WORK TO COMPLETE » Lines of the data that contain the word "grid" are the ones to copy.

MATERIAL SUPPLIED »

# # # #

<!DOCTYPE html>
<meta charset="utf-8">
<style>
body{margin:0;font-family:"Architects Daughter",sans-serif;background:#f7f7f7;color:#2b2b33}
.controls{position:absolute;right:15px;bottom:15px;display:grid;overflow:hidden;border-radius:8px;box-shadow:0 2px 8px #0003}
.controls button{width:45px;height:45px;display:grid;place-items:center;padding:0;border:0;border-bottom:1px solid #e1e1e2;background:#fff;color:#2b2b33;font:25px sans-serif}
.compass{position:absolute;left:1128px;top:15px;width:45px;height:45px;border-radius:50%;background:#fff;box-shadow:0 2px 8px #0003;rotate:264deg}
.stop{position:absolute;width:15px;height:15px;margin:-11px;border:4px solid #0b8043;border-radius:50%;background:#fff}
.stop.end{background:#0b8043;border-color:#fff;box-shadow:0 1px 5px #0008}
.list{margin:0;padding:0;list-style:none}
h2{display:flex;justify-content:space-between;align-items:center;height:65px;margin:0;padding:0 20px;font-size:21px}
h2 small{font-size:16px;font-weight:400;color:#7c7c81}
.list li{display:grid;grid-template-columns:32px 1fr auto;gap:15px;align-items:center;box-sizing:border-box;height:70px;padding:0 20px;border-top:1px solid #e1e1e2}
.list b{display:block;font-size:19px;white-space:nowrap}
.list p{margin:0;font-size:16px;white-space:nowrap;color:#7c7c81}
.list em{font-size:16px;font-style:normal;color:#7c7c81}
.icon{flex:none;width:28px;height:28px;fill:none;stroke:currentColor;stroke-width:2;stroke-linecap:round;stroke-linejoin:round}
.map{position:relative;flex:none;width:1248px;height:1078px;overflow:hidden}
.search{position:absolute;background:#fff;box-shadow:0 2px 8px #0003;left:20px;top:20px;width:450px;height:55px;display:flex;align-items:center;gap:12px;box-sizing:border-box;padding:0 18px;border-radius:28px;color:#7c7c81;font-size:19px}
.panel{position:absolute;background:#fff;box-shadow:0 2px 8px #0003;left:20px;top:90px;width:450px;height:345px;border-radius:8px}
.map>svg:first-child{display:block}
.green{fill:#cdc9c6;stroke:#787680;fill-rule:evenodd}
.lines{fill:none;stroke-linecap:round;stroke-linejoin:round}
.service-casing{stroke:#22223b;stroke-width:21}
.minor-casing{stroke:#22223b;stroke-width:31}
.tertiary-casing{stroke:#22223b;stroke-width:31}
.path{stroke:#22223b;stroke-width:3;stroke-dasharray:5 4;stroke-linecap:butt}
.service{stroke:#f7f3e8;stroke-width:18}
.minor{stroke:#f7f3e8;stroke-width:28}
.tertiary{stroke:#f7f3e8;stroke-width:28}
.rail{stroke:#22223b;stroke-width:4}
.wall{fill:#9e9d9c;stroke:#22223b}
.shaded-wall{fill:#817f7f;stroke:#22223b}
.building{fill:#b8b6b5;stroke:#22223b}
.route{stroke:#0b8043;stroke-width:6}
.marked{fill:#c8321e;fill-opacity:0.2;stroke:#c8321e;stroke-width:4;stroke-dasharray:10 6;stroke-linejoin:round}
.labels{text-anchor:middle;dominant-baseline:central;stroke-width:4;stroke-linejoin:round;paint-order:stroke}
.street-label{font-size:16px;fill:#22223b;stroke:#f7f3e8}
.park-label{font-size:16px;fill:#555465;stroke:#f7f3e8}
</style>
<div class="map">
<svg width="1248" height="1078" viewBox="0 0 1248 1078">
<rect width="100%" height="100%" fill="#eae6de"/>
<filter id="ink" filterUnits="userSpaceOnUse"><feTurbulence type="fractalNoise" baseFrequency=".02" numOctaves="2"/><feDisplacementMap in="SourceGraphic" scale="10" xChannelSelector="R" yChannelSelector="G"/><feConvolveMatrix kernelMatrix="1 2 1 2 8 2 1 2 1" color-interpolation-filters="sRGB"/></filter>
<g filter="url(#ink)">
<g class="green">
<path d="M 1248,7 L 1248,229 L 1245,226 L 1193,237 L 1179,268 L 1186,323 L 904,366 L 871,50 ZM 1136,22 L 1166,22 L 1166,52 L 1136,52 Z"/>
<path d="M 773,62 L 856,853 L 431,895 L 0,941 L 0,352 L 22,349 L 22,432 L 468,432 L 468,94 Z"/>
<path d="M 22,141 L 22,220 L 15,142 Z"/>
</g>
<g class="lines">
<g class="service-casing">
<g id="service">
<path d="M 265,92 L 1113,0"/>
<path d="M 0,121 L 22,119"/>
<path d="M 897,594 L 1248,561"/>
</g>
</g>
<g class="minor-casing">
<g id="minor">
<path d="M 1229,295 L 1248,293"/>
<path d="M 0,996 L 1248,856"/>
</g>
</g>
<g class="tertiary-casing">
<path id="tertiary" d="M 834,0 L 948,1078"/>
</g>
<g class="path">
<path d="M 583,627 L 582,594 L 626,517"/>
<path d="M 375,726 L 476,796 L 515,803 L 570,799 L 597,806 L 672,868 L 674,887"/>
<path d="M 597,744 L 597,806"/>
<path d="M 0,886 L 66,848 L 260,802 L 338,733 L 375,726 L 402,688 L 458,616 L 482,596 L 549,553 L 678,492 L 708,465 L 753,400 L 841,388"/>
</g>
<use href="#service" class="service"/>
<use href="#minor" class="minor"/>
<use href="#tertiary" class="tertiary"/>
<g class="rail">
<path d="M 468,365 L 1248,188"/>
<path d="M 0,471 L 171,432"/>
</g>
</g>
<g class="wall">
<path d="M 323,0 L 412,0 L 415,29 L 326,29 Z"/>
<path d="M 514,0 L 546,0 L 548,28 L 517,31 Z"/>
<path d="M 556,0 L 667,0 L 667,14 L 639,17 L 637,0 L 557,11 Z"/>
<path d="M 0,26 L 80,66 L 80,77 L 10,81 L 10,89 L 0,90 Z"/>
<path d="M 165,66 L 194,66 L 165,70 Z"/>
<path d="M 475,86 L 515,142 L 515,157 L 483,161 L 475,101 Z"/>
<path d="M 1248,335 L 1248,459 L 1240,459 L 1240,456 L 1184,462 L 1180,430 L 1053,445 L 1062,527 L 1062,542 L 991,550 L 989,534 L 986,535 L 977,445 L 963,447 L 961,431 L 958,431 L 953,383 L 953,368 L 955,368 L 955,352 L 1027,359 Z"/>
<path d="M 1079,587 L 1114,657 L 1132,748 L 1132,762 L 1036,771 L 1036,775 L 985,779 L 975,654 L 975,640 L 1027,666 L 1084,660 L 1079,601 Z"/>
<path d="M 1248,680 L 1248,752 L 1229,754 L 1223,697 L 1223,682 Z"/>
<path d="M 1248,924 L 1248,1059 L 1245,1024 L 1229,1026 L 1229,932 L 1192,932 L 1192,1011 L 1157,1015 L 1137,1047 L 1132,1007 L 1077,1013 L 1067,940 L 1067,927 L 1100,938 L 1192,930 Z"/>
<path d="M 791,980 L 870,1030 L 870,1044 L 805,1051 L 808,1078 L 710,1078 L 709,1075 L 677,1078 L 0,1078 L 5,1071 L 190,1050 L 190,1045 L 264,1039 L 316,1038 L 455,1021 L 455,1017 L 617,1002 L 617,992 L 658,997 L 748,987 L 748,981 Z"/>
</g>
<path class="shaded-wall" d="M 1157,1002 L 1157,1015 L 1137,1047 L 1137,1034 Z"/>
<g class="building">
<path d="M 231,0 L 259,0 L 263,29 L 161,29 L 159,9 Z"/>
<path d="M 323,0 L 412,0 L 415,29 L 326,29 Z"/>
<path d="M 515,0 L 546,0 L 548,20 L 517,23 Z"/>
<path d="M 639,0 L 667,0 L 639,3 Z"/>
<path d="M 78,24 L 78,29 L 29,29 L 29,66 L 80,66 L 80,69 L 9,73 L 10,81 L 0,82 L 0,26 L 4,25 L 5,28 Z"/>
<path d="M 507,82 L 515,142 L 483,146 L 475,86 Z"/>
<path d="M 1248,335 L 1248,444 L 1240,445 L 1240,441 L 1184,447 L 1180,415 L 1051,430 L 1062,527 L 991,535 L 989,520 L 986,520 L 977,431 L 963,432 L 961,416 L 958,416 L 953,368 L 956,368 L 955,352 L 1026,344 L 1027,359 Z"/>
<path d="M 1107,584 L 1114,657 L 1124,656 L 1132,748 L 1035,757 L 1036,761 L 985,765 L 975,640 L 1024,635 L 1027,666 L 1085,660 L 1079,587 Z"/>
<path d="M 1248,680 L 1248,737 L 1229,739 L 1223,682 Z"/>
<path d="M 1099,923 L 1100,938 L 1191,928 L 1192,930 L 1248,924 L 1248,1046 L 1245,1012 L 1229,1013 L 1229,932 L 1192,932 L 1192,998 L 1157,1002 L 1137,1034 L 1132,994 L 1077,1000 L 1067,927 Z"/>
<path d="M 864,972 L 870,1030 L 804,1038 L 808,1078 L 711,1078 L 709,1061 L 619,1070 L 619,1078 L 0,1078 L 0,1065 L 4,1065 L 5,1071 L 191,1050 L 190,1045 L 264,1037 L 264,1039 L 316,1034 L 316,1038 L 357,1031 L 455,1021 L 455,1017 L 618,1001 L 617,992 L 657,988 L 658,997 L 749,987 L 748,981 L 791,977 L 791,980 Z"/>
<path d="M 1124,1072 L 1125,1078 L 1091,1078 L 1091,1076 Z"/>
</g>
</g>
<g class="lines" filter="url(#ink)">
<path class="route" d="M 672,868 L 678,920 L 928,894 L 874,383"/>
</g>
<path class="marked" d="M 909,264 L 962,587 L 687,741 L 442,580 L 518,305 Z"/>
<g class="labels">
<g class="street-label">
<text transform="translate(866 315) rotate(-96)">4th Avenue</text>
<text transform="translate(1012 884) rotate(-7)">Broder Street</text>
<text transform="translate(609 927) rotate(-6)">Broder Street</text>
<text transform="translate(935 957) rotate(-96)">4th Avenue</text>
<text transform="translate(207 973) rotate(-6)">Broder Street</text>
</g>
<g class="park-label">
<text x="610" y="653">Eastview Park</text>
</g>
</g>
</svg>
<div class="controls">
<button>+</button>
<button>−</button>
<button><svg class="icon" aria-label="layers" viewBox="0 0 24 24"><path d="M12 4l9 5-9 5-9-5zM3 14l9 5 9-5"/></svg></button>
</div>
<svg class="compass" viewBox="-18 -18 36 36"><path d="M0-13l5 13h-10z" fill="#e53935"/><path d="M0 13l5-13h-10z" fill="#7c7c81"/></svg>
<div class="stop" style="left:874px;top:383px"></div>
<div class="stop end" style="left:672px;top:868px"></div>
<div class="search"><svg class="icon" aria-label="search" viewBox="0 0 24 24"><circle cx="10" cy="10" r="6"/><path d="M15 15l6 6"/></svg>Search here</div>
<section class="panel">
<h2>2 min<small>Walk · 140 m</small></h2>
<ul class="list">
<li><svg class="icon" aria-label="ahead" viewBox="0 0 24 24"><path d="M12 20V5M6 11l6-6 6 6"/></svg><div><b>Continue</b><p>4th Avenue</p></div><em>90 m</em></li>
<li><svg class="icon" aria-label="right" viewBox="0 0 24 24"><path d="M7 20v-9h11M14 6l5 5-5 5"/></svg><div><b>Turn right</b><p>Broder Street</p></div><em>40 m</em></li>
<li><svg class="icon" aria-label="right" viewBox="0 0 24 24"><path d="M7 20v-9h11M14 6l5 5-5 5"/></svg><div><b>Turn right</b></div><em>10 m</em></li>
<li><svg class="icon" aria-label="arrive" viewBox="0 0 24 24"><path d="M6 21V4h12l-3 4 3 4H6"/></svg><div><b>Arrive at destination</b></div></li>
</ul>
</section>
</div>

# # # #

RESULT OF THIS EXERCISE »
.controls{position:absolute;right:15px;bottom:15px;display:grid;overflow:hidden;border-radius:8px;box-shadow:0 2px 8px #0003}
.controls button{width:45px;height:45px;display:grid;place-items:center;padding:0;border:0;border-bottom:1px solid #e1e1e2;background:#fff;color:#2b2b33;font:25px sans-serif}
.list li{display:grid;grid-template-columns:32px 1fr auto;gap:15px;align-items:center;box-sizing:border-box;height:70px;padding:0 20px;border-top:1px solid #e1e1e2}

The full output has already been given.